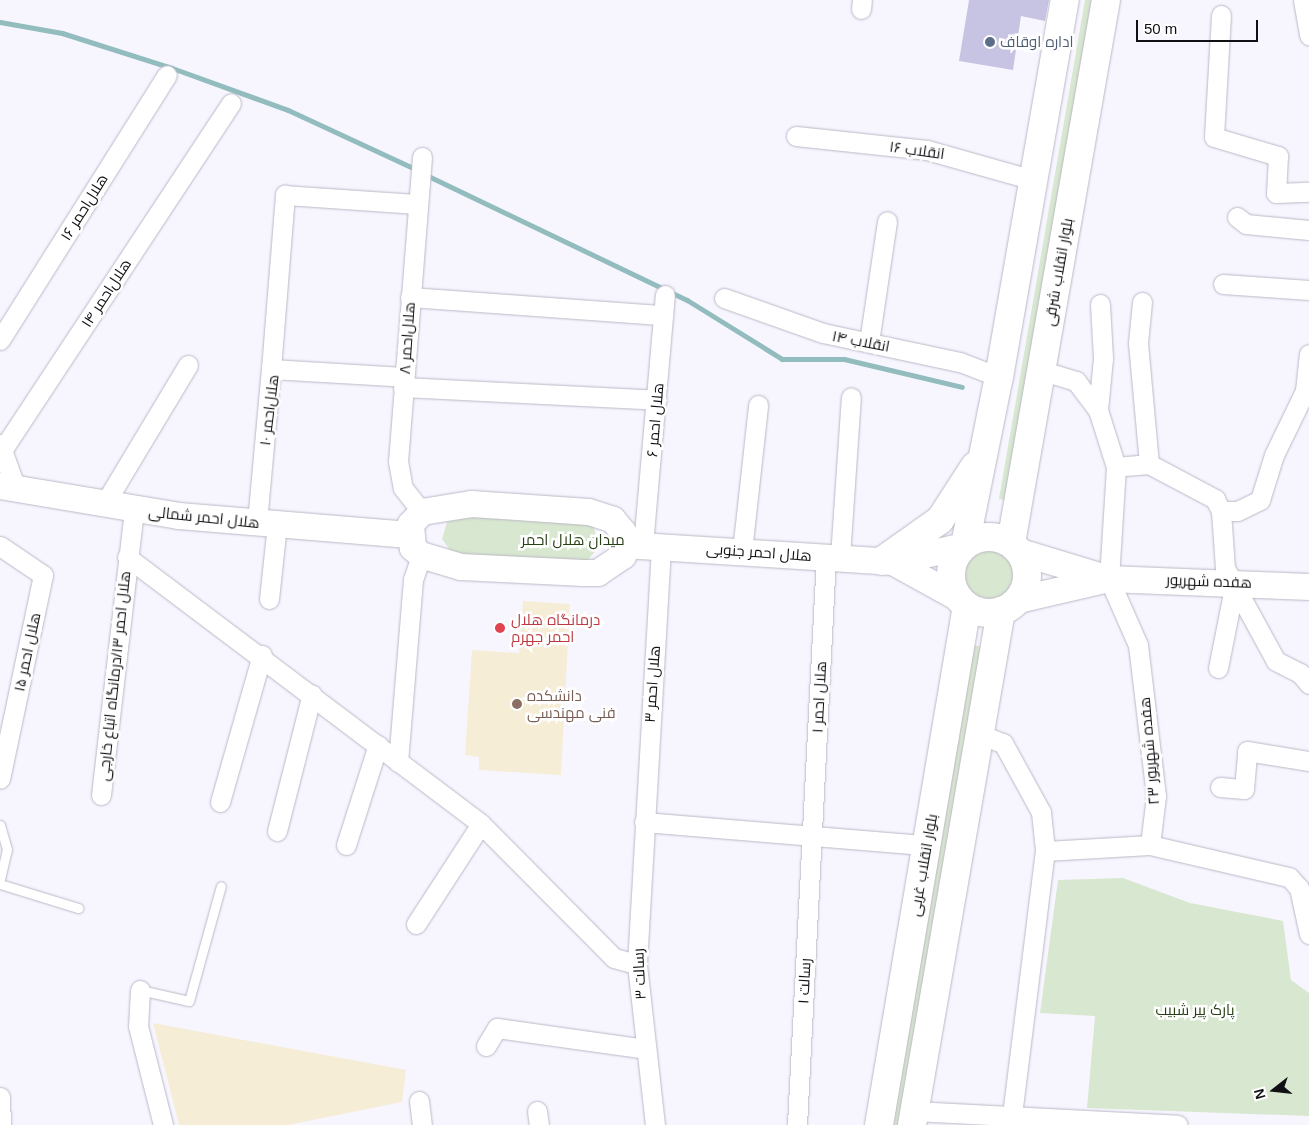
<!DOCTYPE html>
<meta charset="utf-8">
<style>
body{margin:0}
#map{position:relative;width:1309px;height:1125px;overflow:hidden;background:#f7f6ff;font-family:Helvetica,Cairo,sans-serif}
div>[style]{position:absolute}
.education>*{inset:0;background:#f6edd7}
.green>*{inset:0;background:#d8e7cf}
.round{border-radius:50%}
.stream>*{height:5px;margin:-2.5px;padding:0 2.5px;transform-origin:2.5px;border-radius:2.5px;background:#92bcbe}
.building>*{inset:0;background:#c7c3e3}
.roads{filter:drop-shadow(0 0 1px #bab8c6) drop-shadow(0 0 1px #bab8c6)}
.service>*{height:9px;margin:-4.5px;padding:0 4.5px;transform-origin:4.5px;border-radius:4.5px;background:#fff}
.minor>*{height:19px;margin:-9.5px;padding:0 9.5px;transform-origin:9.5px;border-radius:9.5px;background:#fff}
.secondary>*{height:26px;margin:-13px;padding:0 13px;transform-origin:13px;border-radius:13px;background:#fff}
.primary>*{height:28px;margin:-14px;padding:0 14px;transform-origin:14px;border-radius:14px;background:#fff}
.primary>.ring{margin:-14px;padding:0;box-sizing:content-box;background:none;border:28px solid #fff;border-radius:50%}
.dots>*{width:14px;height:14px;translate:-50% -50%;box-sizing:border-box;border:2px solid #fff;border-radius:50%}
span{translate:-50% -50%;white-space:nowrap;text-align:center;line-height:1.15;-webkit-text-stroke:5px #fff;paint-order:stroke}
.service-label{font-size:15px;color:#4e5e75}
.left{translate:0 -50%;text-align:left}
.street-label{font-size:15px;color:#111115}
.park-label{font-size:15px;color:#273f13}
.health-label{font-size:15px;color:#be3a42}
.education-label{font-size:15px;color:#785e54}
.north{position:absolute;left:1249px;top:1065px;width:50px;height:50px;-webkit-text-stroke:4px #fff;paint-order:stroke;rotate:254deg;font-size:14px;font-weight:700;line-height:20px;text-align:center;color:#111115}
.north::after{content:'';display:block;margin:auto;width:18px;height:22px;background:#111115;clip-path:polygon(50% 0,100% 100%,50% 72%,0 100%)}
.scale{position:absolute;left:1136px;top:20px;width:122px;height:22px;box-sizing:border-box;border:2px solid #111115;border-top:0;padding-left:6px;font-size:15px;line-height:18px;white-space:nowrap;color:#111115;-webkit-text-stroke:4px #fff;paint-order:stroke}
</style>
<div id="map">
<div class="education">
<i style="clip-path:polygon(523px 601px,570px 604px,561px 775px,479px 770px,479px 757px,465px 755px,472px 650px,519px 653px)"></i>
<i style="clip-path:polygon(153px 1023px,406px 1070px,402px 1102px,288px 1125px,179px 1125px)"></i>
</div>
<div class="green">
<i style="clip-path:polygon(1085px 0,1094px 0,1009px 501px,999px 499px)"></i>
<i style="clip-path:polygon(449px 516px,579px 517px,594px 527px,598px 548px,587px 561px,455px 557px,442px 539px)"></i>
<i class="round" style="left:964px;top:549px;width:50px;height:50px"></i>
<i style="clip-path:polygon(969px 645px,987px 647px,975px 680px,900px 1125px,890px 1125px)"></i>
<i style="clip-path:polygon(1123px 878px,1190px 903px,1283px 921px,1291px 980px,1309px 993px,1309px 1116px,1087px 1108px,1095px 1016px,1040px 1013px,1058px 880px)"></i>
</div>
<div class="stream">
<i style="left:0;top:22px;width:63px;rotate:10.1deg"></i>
<i style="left:62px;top:33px;width:115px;rotate:17.7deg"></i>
<i style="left:172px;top:68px;width:123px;rotate:19.9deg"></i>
<i style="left:288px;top:110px;width:142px;rotate:24.9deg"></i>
<i style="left:424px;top:174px;width:292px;rotate:25.6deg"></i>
<i style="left:687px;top:300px;width:112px;rotate:31.8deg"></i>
<i style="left:782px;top:359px;width:62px"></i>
<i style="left:844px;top:359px;width:121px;rotate:13.3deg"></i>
</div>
<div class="building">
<i style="clip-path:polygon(969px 0,1049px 0,1045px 21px,1021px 16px,1013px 70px,959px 61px)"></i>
</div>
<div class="roads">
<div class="service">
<i style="left:0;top:825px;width:25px;rotate:74deg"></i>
<i style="left:7px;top:849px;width:32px;rotate:103deg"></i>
<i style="left:0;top:884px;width:82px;rotate:17.1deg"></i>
<i style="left:140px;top:990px;width:50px;rotate:12.7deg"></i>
<i style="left:189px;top:1001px;width:119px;rotate:-74.5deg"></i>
</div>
<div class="minor">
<i style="left:1303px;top:0;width:36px;rotate:80deg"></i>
<i style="left:861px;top:9px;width:9px;rotate:-84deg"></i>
<i style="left:1221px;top:15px;width:122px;rotate:93.3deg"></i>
<i style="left:1214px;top:137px;width:67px;rotate:16.5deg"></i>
<i style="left:1278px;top:156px;width:37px;rotate:93deg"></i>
<i style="left:1276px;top:193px;width:33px;rotate:-2deg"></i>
<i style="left:796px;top:136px;width:132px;rotate:6.1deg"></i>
<i style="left:927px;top:150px;width:111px;rotate:15.7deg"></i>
<i style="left:422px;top:157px;width:305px;rotate:94.5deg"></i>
<i style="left:398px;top:461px;width:27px;rotate:80deg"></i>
<i style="left:403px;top:488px;width:31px;rotate:52deg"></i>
<i style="left:1237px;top:217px;width:11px;rotate:38deg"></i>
<i style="left:1246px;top:224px;width:63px;rotate:5.4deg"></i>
<i style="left:1223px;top:284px;width:86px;rotate:4deg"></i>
<i style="left:410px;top:297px;width:254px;rotate:4.1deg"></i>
<i style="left:724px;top:298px;width:105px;rotate:19.5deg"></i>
<i style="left:823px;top:333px;width:140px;rotate:12deg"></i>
<i style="left:960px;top:362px;width:42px;rotate:21deg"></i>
<i style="left:1142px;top:302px;width:41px;rotate:95.6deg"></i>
<i style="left:1138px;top:343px;width:121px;rotate:84.8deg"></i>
<i style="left:1149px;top:464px;width:75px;rotate:27.9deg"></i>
<i style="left:1215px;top:499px;width:13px;rotate:63deg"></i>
<i style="left:0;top:340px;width:313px;rotate:-57.8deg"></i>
<i style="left:869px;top:342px;width:122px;rotate:-81.5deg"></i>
<i style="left:271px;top:369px;width:175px;rotate:-85.4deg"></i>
<i style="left:285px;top:195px;width:133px;rotate:3.9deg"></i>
<i style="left:1040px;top:370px;width:38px;rotate:17deg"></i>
<i style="left:1076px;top:381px;width:36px;rotate:53deg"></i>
<i style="left:1098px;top:410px;width:60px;rotate:72.5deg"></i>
<i style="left:403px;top:387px;width:254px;rotate:2.9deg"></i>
<i style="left:1305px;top:391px;width:37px;rotate:-84deg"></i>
<i style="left:1309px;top:392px;width:4px;rotate:-166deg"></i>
<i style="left:1305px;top:391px;width:71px;rotate:115.8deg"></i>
<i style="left:1274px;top:455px;width:47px;rotate:107.3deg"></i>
<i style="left:1260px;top:500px;width:25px;rotate:154deg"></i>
<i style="left:1237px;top:511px;width:16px;rotate:180deg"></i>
<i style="left:1221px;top:511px;width:57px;rotate:86deg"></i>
<i style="left:1225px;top:568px;width:106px;rotate:61.3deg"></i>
<i style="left:1276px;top:661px;width:27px;rotate:27deg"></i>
<i style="left:1300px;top:673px;width:14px;rotate:51deg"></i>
<i style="left:1098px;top:410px;width:52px;rotate:-84.5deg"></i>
<i style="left:1103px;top:358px;width:54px;rotate:-93.2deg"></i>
<i style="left:0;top:444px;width:48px;rotate:70.4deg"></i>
<i style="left:3px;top:449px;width:414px;rotate:-56.6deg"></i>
<i style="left:1149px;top:464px;width:33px;rotate:175deg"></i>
<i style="left:1116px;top:467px;width:112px;rotate:93.6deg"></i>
<i style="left:1109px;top:579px;width:72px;rotate:66.3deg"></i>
<i style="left:1138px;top:645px;width:152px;rotate:83.2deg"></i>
<i style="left:1156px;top:796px;width:49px;rotate:97deg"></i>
<i style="left:1150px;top:845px;width:143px;rotate:13deg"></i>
<i style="left:1289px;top:877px;width:15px;rotate:48deg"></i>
<i style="left:1299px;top:888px;width:47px;rotate:77.7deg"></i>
<i style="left:105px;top:503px;width:161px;rotate:-59deg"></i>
<i style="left:257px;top:522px;width:154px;rotate:-84.8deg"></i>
<i style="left:271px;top:369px;width:133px;rotate:3.4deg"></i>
<i style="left:643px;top:545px;width:251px;rotate:-85deg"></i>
<i style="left:0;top:546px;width:52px;rotate:34deg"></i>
<i style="left:43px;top:575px;width:208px;rotate:101.9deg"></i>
<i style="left:742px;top:551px;width:147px;rotate:-83.7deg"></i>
<i style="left:127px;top:557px;width:443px;rotate:37deg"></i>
<i style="left:481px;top:824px;width:189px;rotate:45.2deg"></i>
<i style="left:614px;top:958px;width:24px;rotate:15deg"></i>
<i style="left:840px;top:557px;width:160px;rotate:-86.1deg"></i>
<i style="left:269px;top:599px;width:75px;rotate:-83.9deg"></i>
<i style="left:1218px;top:668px;width:87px;rotate:-78.7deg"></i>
<i style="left:979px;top:734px;width:26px;rotate:21deg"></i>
<i style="left:1003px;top:743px;width:79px;rotate:61.2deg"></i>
<i style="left:1041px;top:812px;width:39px;rotate:84deg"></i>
<i style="left:1045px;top:851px;width:105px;rotate:-3.3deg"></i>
<i style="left:398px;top:762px;width:183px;rotate:-85.3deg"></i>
<i style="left:413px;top:580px;width:26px;rotate:-72deg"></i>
<i style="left:1220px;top:787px;width:24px;rotate:5deg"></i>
<i style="left:1244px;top:789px;width:38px;rotate:-85deg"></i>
<i style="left:1247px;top:751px;width:63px;rotate:9.2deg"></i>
<i style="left:101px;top:795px;width:288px;rotate:-83.4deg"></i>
<i style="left:220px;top:802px;width:153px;rotate:-74.1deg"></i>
<i style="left:644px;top:822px;width:283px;rotate:4.7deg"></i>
<i style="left:277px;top:831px;width:141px;rotate:-75.7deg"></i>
<i style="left:346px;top:845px;width:105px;rotate:-72.3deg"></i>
<i style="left:416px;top:924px;width:119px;rotate:-57deg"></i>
<i style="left:140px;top:990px;width:36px;rotate:93deg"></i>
<i style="left:138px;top:1026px;width:102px;rotate:75.8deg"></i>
<i style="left:486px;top:1046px;width:21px;rotate:-59deg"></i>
<i style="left:497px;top:1028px;width:150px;rotate:8deg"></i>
<i style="left:0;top:1097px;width:28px;rotate:88deg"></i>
<i style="left:419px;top:1101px;width:24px;rotate:83deg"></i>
<i style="left:537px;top:1111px;width:14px;rotate:82deg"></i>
<i style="left:914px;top:1111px;width:264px;rotate:3deg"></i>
<i style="left:1012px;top:1115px;width:266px;rotate:-82.9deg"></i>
<i style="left:655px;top:1125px;width:162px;rotate:-96.4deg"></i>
<i style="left:637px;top:964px;width:419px;rotate:-86.7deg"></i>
<i style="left:797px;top:1125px;width:569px;rotate:-87.08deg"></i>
</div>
<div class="secondary">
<i style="left:0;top:486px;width:181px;rotate:9.5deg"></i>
<i style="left:179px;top:516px;width:231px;rotate:4.7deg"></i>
<i style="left:472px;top:504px;width:117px;rotate:3.9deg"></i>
<i style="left:589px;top:512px;width:25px;rotate:18deg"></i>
<i style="left:613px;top:520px;width:16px;rotate:50deg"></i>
<i style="left:623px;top:532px;width:24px;rotate:90deg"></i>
<i style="left:623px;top:556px;width:30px;rotate:146deg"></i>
<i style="left:598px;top:573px;width:15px;rotate:180deg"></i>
<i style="left:583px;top:573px;width:122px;rotate:-177.2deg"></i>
<i style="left:461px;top:567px;width:42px;rotate:-163.3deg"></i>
<i style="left:421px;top:555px;width:11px;rotate:-139deg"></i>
<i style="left:413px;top:548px;width:24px;rotate:-95deg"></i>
<i style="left:411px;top:524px;width:16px;rotate:-47deg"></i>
<i style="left:422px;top:512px;width:51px;rotate:-9.1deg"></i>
<i style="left:625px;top:545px;width:269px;rotate:3.6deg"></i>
<i style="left:1109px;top:579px;width:200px;rotate:2.3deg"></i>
<i style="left:958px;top:598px;width:74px;rotate:-151deg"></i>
<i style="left:893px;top:562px;width:73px;rotate:-12.7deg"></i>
<i style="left:1018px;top:600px;width:93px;rotate:-13deg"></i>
<i style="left:1109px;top:579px;width:93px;rotate:-163.1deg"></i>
</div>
<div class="primary">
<i class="ring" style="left:951px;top:537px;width:48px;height:48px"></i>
<i style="left:966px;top:540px;width:166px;rotate:-78.6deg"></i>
<i style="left:999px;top:377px;width:383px;rotate:-80.1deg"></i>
<i style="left:1011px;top:543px;width:551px;rotate:-80.08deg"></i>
<i style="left:882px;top:561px;width:71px;rotate:-35.3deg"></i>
<i style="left:940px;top:520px;width:64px;rotate:-57.1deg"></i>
<i style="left:879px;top:1125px;width:526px;rotate:-80.38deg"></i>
<i style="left:912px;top:1125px;width:522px;rotate:-80.18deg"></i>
</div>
</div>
<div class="dots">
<i style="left:990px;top:42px;background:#5c6f8a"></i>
<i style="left:500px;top:628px;background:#e0444e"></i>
<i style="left:517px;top:704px;background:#8d6e63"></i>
</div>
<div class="service-label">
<span class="left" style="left:1000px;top:42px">اداره اوقاف</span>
</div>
<div class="street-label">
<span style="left:917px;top:150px;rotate:8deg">انقلاب ۱۶</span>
<span style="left:84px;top:207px;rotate:-58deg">هلال‌احمر ۱۶</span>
<span style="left:1058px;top:272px;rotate:-80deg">بلوار انقلاب شرقی</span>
<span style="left:106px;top:293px;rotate:-57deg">هلال‌احمر ۱۴</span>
<span style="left:407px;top:338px;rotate:-86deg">هلال‌احمر ۸</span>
<span style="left:861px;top:341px;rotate:11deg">انقلاب ۱۴</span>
<span style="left:269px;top:410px;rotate:-83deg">هلال‌احمر ۱۰</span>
<span style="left:655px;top:420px;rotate:-85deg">هلال احمر ۶</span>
<span style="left:204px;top:517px;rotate:6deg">هلال احمر شمالی</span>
<span style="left:759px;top:552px;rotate:4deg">هلال احمر جنوبی</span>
<span style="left:1209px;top:581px;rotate:2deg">هفده شهریور</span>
<span style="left:27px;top:652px;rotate:-78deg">هلال احمر ۱۵</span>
<span style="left:114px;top:676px;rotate:-84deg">هلال احمر ۱۳/درمانگاه اتباع خارجی</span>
<span style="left:652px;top:684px;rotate:-86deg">هلال احمر ۳</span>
<span style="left:819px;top:697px;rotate:-87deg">هلال احمر ۱</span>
<span style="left:1149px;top:751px;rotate:-95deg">هفده شهریور ۲۳</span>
<span style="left:923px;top:865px;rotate:-80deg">بلوار انقلاب غربی</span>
<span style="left:639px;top:974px;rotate:-93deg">رسالت ۳</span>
<span style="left:804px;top:981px;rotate:-87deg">رسالت ۱</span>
</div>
<div class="park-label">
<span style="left:573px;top:540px">میدان هلال احمر</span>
<span style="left:1195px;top:1010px">پارک پیر شبیب</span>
</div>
<div class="health-label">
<span class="left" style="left:511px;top:628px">درمانگاه هلال<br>احمر جهرم</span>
</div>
<div class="education-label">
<span class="left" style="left:527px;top:704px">دانشکده<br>فنی مهندسی</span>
</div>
<div class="north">N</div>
<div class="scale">50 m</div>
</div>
****************
→ Work item:
Among the lines above, find those that contain the word "stream" and copy them.

→ Task output:
.stream>*{height:5px;margin:-2.5px;padding:0 2.5px;transform-origin:2.5px;border-radius:2.5px;background:#92bcbe}
<div class="stream">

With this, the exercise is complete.